### ASSIGNMENT
In the listing below, every line with the word "body" needs to be copied.

### TASK MATERIAL
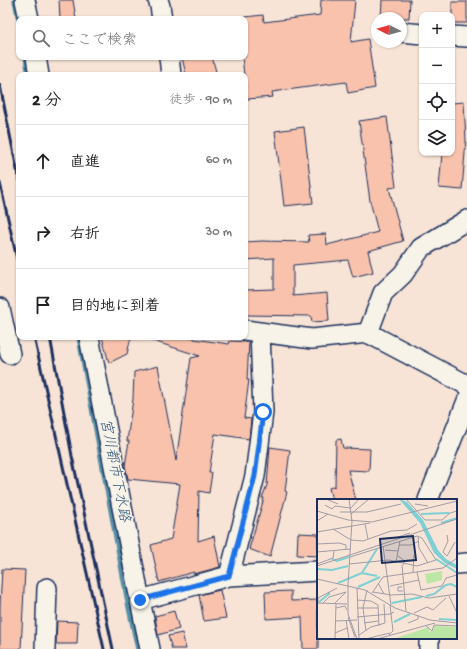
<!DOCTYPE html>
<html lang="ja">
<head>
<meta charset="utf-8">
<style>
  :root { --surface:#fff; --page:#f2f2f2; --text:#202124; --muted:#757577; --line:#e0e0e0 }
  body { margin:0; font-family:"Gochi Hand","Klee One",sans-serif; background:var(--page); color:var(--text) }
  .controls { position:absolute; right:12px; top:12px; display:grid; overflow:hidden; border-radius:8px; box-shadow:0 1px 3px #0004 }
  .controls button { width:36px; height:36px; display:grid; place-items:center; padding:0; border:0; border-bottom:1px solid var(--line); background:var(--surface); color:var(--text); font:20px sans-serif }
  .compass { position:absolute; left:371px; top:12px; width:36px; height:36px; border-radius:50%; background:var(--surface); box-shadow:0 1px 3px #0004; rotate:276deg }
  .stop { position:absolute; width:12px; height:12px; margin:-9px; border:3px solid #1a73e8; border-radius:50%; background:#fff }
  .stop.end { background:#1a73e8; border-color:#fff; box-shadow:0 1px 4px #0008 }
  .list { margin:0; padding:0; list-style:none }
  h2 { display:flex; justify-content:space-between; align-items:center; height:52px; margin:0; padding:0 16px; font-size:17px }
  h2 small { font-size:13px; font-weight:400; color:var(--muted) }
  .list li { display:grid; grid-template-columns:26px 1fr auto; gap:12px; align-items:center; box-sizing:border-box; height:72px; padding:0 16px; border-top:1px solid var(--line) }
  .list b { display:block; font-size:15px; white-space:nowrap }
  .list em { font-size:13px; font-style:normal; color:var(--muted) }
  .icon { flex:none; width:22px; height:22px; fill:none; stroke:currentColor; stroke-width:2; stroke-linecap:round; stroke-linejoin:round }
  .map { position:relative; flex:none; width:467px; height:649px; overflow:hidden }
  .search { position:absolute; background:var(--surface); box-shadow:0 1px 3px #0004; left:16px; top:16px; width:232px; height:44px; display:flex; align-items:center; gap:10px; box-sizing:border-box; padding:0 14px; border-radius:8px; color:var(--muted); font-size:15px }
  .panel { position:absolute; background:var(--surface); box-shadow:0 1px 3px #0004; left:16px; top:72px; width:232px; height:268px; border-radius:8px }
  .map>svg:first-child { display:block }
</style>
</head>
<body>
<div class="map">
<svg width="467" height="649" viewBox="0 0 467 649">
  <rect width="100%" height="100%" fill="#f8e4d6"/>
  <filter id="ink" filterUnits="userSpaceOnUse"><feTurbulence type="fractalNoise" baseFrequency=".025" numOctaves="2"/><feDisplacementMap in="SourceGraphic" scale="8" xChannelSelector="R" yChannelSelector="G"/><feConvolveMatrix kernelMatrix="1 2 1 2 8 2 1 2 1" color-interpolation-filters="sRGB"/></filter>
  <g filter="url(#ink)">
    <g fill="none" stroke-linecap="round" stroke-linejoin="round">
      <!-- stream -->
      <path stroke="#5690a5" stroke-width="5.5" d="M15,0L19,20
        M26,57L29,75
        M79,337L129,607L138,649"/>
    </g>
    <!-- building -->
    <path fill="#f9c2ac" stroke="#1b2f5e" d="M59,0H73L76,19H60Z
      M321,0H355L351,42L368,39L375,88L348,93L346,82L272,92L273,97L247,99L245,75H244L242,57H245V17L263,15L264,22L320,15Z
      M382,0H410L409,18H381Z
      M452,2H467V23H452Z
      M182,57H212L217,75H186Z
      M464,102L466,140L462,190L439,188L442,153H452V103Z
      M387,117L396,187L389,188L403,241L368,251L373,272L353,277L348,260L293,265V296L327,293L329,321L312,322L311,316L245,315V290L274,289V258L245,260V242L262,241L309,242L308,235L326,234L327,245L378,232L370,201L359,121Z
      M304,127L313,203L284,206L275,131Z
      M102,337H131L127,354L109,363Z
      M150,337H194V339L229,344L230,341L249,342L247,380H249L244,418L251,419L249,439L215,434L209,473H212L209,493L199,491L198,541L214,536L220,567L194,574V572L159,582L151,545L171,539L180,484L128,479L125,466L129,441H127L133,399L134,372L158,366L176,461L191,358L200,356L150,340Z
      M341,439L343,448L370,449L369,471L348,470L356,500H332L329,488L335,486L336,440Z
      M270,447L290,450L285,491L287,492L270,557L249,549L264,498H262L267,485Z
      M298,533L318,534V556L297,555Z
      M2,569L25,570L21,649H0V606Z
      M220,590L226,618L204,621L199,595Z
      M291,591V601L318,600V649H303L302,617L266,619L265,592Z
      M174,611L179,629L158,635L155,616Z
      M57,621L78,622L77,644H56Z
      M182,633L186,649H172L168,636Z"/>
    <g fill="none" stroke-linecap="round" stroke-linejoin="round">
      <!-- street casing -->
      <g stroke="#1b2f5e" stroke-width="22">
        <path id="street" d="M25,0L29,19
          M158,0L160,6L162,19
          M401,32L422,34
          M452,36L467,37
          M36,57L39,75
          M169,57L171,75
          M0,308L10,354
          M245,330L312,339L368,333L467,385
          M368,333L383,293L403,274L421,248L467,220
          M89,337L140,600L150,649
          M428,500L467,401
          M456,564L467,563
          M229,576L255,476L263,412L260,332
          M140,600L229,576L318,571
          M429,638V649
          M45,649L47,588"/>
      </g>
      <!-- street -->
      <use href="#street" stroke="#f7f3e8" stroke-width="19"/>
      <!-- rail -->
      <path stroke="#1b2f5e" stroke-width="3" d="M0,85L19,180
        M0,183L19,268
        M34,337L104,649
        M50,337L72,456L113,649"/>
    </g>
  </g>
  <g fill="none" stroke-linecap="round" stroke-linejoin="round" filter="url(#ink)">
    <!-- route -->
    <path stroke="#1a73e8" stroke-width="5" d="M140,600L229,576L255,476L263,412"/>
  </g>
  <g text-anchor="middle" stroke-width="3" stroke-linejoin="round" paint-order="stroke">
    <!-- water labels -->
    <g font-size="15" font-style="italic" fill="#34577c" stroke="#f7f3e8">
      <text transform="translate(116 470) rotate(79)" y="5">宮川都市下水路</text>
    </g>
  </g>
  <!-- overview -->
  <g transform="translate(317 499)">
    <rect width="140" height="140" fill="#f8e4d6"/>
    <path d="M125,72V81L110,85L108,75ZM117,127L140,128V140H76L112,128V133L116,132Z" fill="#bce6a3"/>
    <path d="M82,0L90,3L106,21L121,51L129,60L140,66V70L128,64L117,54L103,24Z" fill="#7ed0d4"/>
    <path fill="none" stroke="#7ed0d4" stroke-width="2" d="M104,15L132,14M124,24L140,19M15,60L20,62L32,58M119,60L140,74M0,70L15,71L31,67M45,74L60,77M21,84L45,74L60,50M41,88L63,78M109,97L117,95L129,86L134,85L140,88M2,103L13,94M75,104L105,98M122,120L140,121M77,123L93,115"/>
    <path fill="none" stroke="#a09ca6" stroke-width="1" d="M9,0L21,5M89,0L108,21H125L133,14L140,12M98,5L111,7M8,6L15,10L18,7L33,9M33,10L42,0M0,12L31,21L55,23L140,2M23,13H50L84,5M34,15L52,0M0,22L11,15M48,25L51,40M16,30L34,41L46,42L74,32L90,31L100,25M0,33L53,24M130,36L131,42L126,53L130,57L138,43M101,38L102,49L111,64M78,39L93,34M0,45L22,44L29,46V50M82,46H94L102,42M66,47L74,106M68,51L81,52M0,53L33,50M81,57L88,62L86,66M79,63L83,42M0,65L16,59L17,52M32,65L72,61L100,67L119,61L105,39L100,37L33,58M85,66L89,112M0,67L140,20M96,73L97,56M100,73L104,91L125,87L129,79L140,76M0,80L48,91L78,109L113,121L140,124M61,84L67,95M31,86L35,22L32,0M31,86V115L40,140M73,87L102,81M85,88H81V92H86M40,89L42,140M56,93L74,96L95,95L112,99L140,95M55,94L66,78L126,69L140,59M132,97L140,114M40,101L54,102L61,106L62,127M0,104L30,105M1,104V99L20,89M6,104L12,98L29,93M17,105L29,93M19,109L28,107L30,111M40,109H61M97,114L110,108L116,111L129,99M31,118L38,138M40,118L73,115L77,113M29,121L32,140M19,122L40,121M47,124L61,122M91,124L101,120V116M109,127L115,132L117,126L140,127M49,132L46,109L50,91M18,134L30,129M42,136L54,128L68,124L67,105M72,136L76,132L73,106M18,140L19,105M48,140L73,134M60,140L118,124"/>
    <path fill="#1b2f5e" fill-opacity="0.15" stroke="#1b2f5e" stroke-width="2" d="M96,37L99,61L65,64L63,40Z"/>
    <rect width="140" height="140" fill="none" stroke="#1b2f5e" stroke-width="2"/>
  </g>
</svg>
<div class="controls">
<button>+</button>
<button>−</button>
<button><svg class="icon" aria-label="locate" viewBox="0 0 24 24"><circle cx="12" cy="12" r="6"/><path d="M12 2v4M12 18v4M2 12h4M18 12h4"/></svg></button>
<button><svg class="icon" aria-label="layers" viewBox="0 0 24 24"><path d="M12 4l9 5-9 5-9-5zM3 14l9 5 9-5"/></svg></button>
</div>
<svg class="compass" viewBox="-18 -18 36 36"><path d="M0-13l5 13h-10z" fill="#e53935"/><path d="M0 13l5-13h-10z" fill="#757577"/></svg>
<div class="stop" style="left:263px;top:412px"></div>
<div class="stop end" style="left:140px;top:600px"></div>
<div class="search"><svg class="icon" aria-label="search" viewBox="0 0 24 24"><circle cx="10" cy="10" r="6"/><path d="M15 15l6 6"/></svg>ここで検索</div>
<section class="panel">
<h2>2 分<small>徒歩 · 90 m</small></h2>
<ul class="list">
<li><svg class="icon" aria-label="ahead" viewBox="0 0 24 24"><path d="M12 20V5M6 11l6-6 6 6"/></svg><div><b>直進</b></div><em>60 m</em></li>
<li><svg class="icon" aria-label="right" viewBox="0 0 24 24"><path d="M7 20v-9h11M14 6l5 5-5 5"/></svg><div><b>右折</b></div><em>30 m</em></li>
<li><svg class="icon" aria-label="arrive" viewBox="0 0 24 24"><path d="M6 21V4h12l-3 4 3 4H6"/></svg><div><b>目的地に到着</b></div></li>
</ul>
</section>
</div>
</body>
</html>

### OUTPUT OF THE EXERCISE
  body { margin:0; font-family:"Gochi Hand","Klee One",sans-serif; background:var(--page); color:var(--text) }
<body>
</body>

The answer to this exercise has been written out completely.